Der Tod, also das ultimative Ende der eigenen Existenz, kann für jedes bewusst existierende Wesen eigentlich nur der absolute Super-GAU sein. Die Sinnlosigkeit an sich. Denn jegliche Sinngebung ist an kognitive Prozesse geknüpft; enden die individuellen kognitiven Prozesse – was beim Tod unvermeidbar der Fall ist – wird damit auch jegliche individuelle Sinngebung hinfällig. Ein Konstrukt, das dem Tod eine tröstliche Sinnhaftigkeit zubilligt, muss deshalb über den Horizont des einzelnen Individuums weit hinausgehen.

Die meisten Religionen verweisen dazu auf eine übernatürliche Sphäre. Die materiellen Vorgänge im Gehirn allein seien nicht das, was unsere Existenz als selbstbewusste Wesen ausmache. Deshalb könne der Funktionsausfall der materiellen Komponenten eines Individuums auch nicht seine komplette Nichtexistenz herbeiführen.

In den Haupt-Ausprägungen der drei großen monotheistischen, abrahamitischen Religionen wird der Tod des physischen Leibes daher als Transit eines vorübergehenden Zustandes in einen ursprünglichen Zustand gesehen. Der Tod hat eine Funktion, damit einen Sinn, und damit etwas akzeptables, tröstliches. Obwohl diese Thematik im christlichen Weltbild etwas komplexer ist, sei hier beispielhaft das Gleichnis aus 1. Korinther 15:36 genannt: Das Weizenkorn als solches muss sterben, um eine Weizenpflanze hervorbringen zu können.

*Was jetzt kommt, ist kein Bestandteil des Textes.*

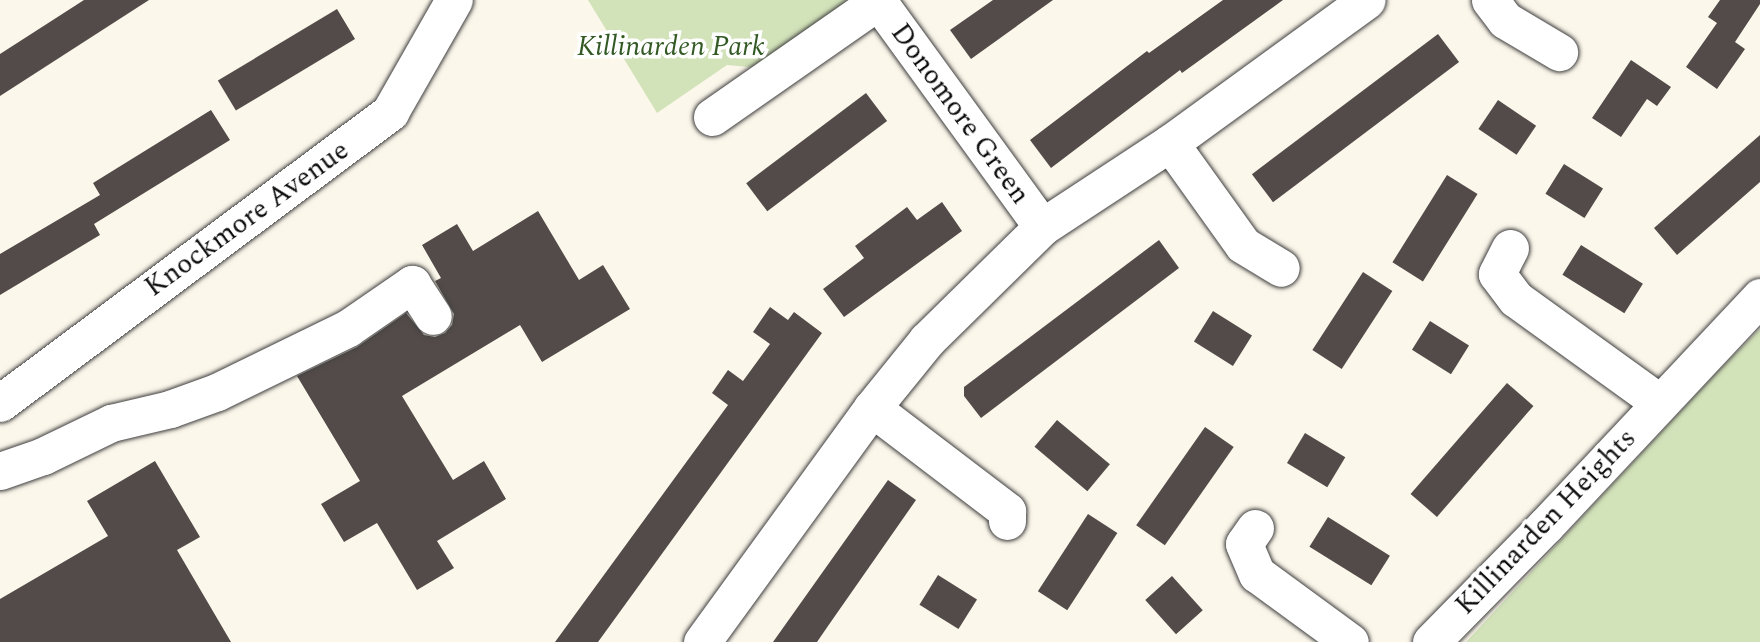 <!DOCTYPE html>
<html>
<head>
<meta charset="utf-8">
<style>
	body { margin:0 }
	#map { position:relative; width:1760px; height:642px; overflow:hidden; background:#fcf7eb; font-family:Spectral,serif }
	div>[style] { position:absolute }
	.green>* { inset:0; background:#d2e2b9 }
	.building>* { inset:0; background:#524b49; transform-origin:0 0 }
	.roads { filter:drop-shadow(0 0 2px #3e3e3e) drop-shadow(0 0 2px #3e3e3e) }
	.minor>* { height:37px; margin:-18.5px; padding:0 18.5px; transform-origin:18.5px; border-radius:18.5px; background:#fff }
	span { translate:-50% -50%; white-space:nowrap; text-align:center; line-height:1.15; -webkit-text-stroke:7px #fff; paint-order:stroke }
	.park-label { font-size:28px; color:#335924; font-style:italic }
	.street-label { font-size:28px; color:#0b0b0b }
</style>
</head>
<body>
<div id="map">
	<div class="green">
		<i style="clip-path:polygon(588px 0,851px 0,760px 68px,727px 65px,657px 113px)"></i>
		<i style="clip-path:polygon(1760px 329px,1760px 642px,1466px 642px,1719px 370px)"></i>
	</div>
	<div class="building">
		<i style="clip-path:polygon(84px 0,149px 0,0 96px,0 54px)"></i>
		<i style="clip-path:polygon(993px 0,1053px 0,971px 59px,950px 30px)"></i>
		<i style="clip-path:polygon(1223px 0,1283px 0,1182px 73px,1180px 70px,1051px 168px,1030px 140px,1147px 51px,1149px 53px)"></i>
		<i style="clip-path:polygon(1720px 0,1760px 0,1760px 4px,1735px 42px,1745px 49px,1717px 89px,1686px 67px,1717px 23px,1708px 17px)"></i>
		<i style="left:337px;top:9px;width:35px;height:139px;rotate:59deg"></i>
		<i style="left:1438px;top:34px;width:35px;height:233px;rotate:53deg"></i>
		<i style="clip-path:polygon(1631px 60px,1671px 87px,1657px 106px,1647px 99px,1621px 137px,1592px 118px)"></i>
		<i style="left:866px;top:93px;width:35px;height:150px;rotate:53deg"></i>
		<i style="left:1498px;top:100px;width:46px;height:35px;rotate:34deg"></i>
		<i style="clip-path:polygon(211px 110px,230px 140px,94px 224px,100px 235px,0 295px,0 254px,100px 195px,93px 183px)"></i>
		<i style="clip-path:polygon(1760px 135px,1760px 182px,1677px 255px,1654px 228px)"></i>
		<i style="left:1564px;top:164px;width:46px;height:35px;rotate:32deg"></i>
		<i style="left:1447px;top:175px;width:36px;height:103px;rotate:32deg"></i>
		<i style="clip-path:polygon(942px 202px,962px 231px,844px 317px,823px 289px,864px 258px,855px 246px,907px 207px,917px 220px)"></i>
		<i style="clip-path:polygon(538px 211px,579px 280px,603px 265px,630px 309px,542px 362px,520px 325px,402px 396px,453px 480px,484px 461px,506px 499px,437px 541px,454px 568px,417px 590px,377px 523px,344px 542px,321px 504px,360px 481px,297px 376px,357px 347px,406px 313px,424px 335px,435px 337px,445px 333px,452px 325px,454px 314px,435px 281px,441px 278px,422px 245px,457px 224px,473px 251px)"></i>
		<i style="clip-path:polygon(1159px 240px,1179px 268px,981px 418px,964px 396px,964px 387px)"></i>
		<i style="left:1581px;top:245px;width:73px;height:35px;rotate:32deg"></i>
		<i style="left:1363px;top:272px;width:35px;height:93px;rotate:33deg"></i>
		<i style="clip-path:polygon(770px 307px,788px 320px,794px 312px,822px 333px,598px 642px,555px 642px,728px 405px,712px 393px,728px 370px,743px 381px,770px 344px,753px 332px)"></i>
		<i style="left:1213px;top:311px;width:46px;height:36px;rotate:32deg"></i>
		<i style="left:1430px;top:321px;width:46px;height:34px;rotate:32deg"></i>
		<i style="left:1507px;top:383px;width:35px;height:147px;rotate:41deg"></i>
		<i style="left:1057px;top:420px;width:69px;height:35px;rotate:40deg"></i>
		<i style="left:1205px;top:427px;width:35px;height:120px;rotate:35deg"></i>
		<i style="left:1305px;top:433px;width:47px;height:35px;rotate:31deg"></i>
		<i style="clip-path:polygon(155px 461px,200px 537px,177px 550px,231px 642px,0 642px,0 599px,108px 536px,87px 501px)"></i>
		<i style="clip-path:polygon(888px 480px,916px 500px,828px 626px,817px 642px,773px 642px)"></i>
		<i style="left:1088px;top:514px;width:35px;height:92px;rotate:33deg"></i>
		<i style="left:1328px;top:517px;width:73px;height:35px;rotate:32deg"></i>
		<i style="left:938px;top:575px;width:46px;height:35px;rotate:32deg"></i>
		<i style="left:1172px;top:576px;width:46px;height:36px;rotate:48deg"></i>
	</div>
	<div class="roads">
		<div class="minor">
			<i style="left:1490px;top:0;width:25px;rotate:53deg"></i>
			<i style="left:1505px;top:20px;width:63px;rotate:30.7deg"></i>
			<i style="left:878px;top:1px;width:279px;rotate:54deg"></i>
			<i style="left:712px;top:117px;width:205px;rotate:-34.9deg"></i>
			<i style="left:1170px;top:143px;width:125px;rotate:54.4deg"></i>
			<i style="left:1243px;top:245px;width:44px;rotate:31.2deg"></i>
			<i style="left:1510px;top:248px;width:29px;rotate:117deg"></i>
			<i style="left:1497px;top:274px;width:31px;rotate:53deg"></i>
			<i style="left:1516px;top:299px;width:176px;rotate:35.8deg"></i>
			<i style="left:0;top:403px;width:487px;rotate:-36.7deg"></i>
			<i style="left:390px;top:112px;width:129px;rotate:-60.3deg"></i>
			<i style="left:872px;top:408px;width:170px;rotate:37.3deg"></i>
			<i style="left:1007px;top:511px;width:10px;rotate:90deg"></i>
			<i style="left:0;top:471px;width:46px;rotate:-19.2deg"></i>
			<i style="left:43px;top:456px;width:76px;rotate:-25.9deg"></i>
			<i style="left:111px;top:423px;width:61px;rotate:-13.3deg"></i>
			<i style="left:170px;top:409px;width:50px;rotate:-19.9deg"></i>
			<i style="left:217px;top:392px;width:146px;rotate:-26deg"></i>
			<i style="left:348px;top:328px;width:78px;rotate:-34.5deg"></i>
			<i style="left:412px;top:284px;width:38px;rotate:57deg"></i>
			<i style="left:1255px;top:528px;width:19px;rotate:125deg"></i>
			<i style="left:1244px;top:544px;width:33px;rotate:67deg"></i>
			<i style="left:1257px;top:574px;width:115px;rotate:36.2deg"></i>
			<i style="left:702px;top:642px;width:289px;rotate:-54deg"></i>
			<i style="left:872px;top:408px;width:87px;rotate:-51deg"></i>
			<i style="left:927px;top:340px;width:161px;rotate:-44.5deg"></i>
			<i style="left:1042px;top:227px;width:153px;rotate:-33.3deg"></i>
			<i style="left:1170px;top:143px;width:243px;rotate:-36deg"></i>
			<i style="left:1431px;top:642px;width:164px;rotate:-45.5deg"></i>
			<i style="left:1546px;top:525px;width:313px;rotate:-46.8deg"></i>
		</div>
	</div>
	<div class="park-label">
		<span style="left:671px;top:47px">Killinarden Park</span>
	</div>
	<div class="street-label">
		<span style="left:960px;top:114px;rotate:54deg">Donomore Green</span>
		<span style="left:247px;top:219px;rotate:-36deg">Knockmore Avenue</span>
		<span style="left:1546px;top:522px;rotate:-46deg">Killinarden Heights</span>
	</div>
</div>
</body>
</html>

In atheistischen Religionen wie dem Buddhismus hat der Tod (der physischen Manifestation) eines Individuums die Funktion, das Individuum, bzw. gewisse mentale Kräfte desselben einer geistigen Läuterung zu unterziehen, der Befreiung vom Karma.

In dieser postulierten Funktionalität des für das Individuum eigentlich völlig sinnlosen Todes zeigt sich eine grundlegende Gemeinsamkeit des Darwinschen Evolutionsgedankens mit den meisten Religionen. Die so genannte natürliche Auslese selektiert weniger „fittere“ Lebewesen aus, sondern eliminiert eher alle „nicht fitten“ Lebewesen, zum Wohle der fitteren. Der Sensenmann ist also auch hier weniger eine absolut destruktive, sinnfreie, willkürliche Realität, sondern vielmehr ein notwendiger, rational begründbarer Geburtshelfer unserer eigenen Existenz. Sozusagen in der Funktion der Eliminierung von „Nicht-Fitness“, oder – wenn man so will – materiellen Karmas.

1) Ruse, M., How evolution became a religion: creationists correct? National Post, pp. B1,B3,B7 May 13, 2000.
2) Franz-Xaver Kaufmann: Religion und Modernität. Sozialwissenschaftliche Perspektiven. Tübingen.